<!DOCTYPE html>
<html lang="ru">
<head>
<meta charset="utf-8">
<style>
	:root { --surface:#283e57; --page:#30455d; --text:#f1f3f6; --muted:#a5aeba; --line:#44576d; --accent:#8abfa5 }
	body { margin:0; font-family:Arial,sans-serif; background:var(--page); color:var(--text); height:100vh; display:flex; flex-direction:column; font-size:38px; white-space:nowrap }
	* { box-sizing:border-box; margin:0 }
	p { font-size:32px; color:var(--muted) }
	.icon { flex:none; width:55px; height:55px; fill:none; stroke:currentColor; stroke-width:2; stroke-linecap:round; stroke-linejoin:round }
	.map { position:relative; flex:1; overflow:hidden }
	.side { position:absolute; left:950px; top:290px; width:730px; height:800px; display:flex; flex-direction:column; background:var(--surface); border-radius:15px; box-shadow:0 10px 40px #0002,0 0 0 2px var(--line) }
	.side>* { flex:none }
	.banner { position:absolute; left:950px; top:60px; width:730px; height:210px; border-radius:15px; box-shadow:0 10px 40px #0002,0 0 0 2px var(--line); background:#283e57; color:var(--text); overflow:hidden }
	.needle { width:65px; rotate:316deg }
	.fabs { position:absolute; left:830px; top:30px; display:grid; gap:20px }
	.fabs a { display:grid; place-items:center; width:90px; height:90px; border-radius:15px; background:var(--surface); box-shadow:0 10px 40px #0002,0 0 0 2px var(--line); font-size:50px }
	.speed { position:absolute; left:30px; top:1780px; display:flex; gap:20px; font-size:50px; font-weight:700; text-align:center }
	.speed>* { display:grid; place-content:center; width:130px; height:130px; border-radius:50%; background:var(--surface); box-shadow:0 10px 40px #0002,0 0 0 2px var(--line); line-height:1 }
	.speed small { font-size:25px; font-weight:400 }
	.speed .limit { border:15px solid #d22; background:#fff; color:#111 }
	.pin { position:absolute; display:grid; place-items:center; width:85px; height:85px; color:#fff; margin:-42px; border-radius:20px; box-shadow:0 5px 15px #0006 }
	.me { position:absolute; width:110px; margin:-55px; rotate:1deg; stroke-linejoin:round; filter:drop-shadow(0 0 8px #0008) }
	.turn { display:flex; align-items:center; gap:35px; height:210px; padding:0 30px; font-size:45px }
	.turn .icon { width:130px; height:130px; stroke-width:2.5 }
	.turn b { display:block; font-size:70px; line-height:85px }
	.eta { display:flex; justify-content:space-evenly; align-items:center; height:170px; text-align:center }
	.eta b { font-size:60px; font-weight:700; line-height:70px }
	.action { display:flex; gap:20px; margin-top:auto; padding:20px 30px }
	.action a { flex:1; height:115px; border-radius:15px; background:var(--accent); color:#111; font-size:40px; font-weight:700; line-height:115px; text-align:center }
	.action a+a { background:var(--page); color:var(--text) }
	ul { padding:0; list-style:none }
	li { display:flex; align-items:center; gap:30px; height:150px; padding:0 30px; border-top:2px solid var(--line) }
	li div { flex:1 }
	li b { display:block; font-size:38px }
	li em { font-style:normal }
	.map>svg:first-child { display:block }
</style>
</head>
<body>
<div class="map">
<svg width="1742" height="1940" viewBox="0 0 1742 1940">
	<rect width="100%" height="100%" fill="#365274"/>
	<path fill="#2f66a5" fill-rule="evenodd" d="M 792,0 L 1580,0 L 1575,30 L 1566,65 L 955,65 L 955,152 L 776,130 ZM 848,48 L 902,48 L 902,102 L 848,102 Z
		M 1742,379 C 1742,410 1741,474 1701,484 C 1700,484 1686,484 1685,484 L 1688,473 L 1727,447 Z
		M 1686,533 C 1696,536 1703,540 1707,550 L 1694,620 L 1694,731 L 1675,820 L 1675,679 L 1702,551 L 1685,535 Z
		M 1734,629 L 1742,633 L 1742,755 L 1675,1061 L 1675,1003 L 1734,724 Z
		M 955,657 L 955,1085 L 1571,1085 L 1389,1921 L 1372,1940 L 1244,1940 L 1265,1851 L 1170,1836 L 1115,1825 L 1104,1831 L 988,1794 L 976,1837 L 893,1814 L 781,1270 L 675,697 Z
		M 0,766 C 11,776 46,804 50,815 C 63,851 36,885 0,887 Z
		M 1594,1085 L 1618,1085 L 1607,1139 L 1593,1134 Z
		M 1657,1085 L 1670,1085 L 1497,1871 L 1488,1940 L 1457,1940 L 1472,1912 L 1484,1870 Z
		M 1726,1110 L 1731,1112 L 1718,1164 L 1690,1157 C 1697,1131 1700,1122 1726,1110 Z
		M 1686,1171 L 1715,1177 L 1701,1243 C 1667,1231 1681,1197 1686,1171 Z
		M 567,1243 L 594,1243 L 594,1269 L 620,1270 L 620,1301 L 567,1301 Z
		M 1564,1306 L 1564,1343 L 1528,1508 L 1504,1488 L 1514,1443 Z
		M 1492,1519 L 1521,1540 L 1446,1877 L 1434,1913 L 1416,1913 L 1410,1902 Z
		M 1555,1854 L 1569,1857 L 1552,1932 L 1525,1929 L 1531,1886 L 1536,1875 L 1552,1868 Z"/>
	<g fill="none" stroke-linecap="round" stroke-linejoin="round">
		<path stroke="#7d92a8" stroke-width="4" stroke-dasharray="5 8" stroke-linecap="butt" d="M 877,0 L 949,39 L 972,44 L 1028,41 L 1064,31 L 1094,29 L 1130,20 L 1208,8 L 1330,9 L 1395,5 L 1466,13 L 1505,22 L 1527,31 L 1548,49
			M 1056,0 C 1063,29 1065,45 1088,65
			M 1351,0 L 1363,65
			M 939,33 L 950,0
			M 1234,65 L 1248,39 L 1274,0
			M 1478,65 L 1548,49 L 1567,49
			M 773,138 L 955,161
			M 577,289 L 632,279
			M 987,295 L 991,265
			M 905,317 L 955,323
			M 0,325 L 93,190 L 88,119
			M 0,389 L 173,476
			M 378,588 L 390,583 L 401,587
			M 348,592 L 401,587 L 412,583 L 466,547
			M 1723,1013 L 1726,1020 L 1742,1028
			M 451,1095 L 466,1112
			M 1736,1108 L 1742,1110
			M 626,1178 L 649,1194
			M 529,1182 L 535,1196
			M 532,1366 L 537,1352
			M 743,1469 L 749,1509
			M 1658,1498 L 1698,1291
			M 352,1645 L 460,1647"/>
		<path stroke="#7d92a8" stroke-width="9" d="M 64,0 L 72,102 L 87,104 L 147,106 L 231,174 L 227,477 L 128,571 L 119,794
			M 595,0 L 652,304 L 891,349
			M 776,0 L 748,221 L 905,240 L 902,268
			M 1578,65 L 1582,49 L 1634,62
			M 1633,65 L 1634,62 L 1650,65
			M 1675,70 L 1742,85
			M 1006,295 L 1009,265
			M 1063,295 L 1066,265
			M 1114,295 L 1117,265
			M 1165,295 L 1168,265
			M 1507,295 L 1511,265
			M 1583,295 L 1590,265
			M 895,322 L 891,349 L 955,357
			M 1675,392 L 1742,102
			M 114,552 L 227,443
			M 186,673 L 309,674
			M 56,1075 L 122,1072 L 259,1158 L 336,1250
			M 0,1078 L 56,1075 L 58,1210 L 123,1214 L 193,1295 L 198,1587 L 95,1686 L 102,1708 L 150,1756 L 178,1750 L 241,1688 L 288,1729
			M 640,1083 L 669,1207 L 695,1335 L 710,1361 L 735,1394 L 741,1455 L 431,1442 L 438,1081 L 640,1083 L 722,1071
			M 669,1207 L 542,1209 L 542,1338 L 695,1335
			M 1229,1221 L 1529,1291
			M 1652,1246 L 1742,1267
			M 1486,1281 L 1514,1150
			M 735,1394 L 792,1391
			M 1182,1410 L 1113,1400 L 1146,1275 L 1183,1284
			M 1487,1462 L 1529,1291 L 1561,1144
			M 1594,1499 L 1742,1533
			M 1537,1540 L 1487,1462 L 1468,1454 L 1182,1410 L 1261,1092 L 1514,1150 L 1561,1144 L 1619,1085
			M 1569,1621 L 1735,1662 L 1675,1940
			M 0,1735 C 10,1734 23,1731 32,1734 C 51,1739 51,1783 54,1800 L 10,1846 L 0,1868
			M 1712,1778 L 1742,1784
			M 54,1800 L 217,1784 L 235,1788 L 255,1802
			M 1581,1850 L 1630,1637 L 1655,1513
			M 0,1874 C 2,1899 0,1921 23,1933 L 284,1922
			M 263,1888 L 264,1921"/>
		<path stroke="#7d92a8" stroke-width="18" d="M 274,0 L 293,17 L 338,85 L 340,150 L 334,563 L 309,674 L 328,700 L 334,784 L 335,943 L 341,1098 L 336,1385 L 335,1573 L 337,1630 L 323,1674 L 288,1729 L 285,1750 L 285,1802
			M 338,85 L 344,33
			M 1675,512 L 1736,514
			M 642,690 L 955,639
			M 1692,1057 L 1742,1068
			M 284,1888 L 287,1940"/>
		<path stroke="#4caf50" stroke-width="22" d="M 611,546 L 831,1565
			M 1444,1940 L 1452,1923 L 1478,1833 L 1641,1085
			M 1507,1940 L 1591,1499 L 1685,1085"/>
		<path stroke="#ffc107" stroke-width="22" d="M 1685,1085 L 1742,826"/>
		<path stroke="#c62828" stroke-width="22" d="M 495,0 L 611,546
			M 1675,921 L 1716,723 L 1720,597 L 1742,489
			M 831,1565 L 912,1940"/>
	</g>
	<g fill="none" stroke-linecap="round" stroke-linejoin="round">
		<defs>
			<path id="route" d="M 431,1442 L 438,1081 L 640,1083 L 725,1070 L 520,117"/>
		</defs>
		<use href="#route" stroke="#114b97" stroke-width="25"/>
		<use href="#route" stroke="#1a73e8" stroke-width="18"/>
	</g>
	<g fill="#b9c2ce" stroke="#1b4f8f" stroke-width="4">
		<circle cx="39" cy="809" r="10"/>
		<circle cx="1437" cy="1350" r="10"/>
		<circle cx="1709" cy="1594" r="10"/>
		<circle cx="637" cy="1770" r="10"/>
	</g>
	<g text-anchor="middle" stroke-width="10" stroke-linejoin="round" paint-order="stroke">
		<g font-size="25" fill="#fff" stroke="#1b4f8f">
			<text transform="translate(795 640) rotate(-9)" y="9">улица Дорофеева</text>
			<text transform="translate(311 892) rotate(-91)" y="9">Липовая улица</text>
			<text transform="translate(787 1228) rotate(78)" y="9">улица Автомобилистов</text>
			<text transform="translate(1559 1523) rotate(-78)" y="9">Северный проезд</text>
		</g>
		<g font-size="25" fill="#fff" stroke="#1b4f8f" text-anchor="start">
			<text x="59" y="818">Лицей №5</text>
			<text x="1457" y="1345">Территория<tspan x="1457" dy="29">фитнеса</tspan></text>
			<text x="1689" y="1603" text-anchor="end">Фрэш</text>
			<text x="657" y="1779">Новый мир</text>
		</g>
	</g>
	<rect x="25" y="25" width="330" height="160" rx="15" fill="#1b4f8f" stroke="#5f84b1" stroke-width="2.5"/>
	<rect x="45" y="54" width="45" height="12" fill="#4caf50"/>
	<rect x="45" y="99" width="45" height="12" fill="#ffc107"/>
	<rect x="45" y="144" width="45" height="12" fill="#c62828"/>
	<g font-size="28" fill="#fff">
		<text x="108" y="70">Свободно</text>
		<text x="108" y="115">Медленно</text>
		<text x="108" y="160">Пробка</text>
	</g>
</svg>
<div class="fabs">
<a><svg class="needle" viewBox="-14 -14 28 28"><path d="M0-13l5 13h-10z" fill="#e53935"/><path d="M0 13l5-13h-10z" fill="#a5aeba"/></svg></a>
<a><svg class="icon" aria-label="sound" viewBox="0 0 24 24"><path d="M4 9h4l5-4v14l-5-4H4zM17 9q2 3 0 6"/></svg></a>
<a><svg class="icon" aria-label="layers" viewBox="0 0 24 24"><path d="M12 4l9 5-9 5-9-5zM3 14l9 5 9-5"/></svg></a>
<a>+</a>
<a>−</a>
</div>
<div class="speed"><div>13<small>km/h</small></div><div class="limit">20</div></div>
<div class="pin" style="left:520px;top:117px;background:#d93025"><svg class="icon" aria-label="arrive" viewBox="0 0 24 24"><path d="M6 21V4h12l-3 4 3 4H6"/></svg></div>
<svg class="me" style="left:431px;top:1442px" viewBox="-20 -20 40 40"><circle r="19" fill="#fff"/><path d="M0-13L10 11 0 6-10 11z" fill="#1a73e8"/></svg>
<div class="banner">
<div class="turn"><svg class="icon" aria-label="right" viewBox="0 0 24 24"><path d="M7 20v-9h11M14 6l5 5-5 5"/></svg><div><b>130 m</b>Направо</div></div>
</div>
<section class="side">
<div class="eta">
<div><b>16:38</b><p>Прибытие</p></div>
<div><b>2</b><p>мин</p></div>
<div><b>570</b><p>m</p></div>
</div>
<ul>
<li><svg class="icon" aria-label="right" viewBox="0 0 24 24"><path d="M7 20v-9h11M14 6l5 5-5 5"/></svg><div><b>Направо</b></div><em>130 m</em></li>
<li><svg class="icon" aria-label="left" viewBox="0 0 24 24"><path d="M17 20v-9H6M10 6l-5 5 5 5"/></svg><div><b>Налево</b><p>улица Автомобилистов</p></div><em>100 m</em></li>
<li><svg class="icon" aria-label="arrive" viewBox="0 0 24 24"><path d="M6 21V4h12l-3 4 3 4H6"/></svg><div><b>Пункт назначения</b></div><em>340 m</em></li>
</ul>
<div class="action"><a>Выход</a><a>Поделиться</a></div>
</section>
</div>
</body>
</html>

YOUR GOAL: Go through the entries. Report every line that contains the word "space".

REPLY TO THE TASK:
	body { margin:0; font-family:Arial,sans-serif; background:var(--page); color:var(--text); height:100vh; display:flex; flex-direction:column; font-size:38px; white-space:nowrap }
	.eta { display:flex; justify-content:space-evenly; align-items:center; height:170px; text-align:center }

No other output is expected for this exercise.